Berbeda dengan metode belajar kaligrafi di Aceh, di sini kami memulainya dari khat riq’ah, bukan khat naskh. Karena riq’ah merupakan khat yang paling mudah, di samping sebagai pembuka jalan untuk jenis khat yang lainnya, termasuk yang rumit sekalipun.

Sistem belajarnya juga berbeda, jika di Aceh dulu kami belajar dengan cara memindahkan/meniru tulisan guru yang ditulis dengan kapur di papan tulis, di sini kami belajar dengan mendengarkan penjelasan langsung dari guru di buku kami masing-masing.

Siapa yang sudah mampu menulis suatu huruf, maka akan dipindahkan ke huruf berikutnya, tanpa menunggu teman-teman yang lain. Ini karena, setiap orang punya kemampuan berbeda dalam memahami dan menulis sebuah huruf bercorak kaligrafi.

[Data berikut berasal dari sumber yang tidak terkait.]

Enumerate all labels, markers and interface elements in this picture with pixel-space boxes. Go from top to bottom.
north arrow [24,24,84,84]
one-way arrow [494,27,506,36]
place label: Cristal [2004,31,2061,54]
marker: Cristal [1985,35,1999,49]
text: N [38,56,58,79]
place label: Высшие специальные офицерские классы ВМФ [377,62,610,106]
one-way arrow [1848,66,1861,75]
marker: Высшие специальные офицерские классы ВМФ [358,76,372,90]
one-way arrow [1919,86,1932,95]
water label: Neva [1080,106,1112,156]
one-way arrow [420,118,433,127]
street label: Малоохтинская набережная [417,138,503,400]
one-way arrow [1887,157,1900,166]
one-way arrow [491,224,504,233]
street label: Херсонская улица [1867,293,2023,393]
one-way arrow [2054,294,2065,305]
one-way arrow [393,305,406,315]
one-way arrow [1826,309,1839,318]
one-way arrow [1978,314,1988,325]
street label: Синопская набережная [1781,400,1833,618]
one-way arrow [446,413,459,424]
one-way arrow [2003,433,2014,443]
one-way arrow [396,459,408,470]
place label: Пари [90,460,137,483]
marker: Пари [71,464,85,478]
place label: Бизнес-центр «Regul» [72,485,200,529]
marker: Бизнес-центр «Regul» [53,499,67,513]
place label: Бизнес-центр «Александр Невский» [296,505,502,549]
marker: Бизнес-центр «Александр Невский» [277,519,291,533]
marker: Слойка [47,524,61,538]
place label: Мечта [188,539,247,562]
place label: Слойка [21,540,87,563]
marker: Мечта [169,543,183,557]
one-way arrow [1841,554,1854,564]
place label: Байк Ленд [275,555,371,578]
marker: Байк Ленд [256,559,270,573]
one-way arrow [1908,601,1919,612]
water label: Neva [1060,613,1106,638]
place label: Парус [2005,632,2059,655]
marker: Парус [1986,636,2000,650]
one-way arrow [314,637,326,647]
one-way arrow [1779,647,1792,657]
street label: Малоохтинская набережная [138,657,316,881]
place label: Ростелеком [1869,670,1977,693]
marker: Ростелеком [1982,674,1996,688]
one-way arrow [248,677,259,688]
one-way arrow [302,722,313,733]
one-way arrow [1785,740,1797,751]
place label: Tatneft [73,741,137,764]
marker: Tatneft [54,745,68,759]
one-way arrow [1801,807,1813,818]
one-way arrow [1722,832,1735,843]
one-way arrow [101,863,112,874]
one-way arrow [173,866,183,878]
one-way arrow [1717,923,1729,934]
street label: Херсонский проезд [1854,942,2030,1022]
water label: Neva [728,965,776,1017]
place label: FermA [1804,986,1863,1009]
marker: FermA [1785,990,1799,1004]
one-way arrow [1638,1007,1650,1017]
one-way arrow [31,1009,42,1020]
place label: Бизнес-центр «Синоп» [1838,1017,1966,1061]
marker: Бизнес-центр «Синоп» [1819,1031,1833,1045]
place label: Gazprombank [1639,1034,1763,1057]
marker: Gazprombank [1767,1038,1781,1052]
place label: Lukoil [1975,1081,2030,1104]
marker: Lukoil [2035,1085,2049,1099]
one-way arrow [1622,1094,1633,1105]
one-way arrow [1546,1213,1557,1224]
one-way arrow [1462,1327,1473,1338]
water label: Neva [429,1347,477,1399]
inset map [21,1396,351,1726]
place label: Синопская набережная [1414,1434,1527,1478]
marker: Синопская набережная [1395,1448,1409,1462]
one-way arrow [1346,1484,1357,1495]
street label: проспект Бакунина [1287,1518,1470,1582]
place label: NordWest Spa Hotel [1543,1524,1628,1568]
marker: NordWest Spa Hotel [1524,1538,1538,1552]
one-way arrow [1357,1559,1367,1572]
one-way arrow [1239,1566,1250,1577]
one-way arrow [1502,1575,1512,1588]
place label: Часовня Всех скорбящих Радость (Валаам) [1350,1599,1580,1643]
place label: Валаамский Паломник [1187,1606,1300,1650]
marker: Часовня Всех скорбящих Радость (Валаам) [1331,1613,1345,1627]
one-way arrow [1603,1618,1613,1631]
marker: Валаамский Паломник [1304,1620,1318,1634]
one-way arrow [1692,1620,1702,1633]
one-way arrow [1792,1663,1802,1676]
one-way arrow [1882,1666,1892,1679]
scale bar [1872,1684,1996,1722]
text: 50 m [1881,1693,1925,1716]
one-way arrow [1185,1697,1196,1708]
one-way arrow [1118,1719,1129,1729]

Hal inilah yang membuat pencapaian personal teman-teman berbeda. Ada yang cuma satu setengah tahun sudah bisa menyelesaikan satu khat. Ada juga yang lebih atau kurang daripada itu. Faktor kehadiran juga sangat menentukan cepat lambatnya proses belajar khat ini.

Setelah satu tahun belajar di ICMI, ustaz meminta saya dan tiga orang teman untuk pindah ke markas khat di wilayah Husen. Tempat ini merupakan cabang sekolah khat di Turki yang bernama IRCICA (Research Centre for Islamic History, Art an Culture).

Bukan main senangnya hati kami, karena bisa langsung belajar dari seorang guru besar bernama Syaikh Bel’aid Hamidi. Profil beliau telah lama kami baca di media massa, juga di internet. Beliau seorang kaligrafer yang juga dewan juri dalam setiap musabaqah khat internasional di Istanbul. Beliau telah menulis enam mushaf Alquran memakai khat maghribi.

Di markas ini kami bisa berkenalan dengan teman-teman dari berbagai negara, seperti Turki, Cina, Jepang, Maroko, Thailand, Singapura, Malaysia, Banglades dan lainnya.

Semangat sang guru, baik Syaikh Bel’aid atau para guru di Afanin-ICMI, telah mampu mencetak generasi baru para kaligrafer masa depan. Ada beberapa teman Aceh saat ini sudah mulai mengajar, bahkan sesekali menggantikan Syaikh jika beliau berhalangan.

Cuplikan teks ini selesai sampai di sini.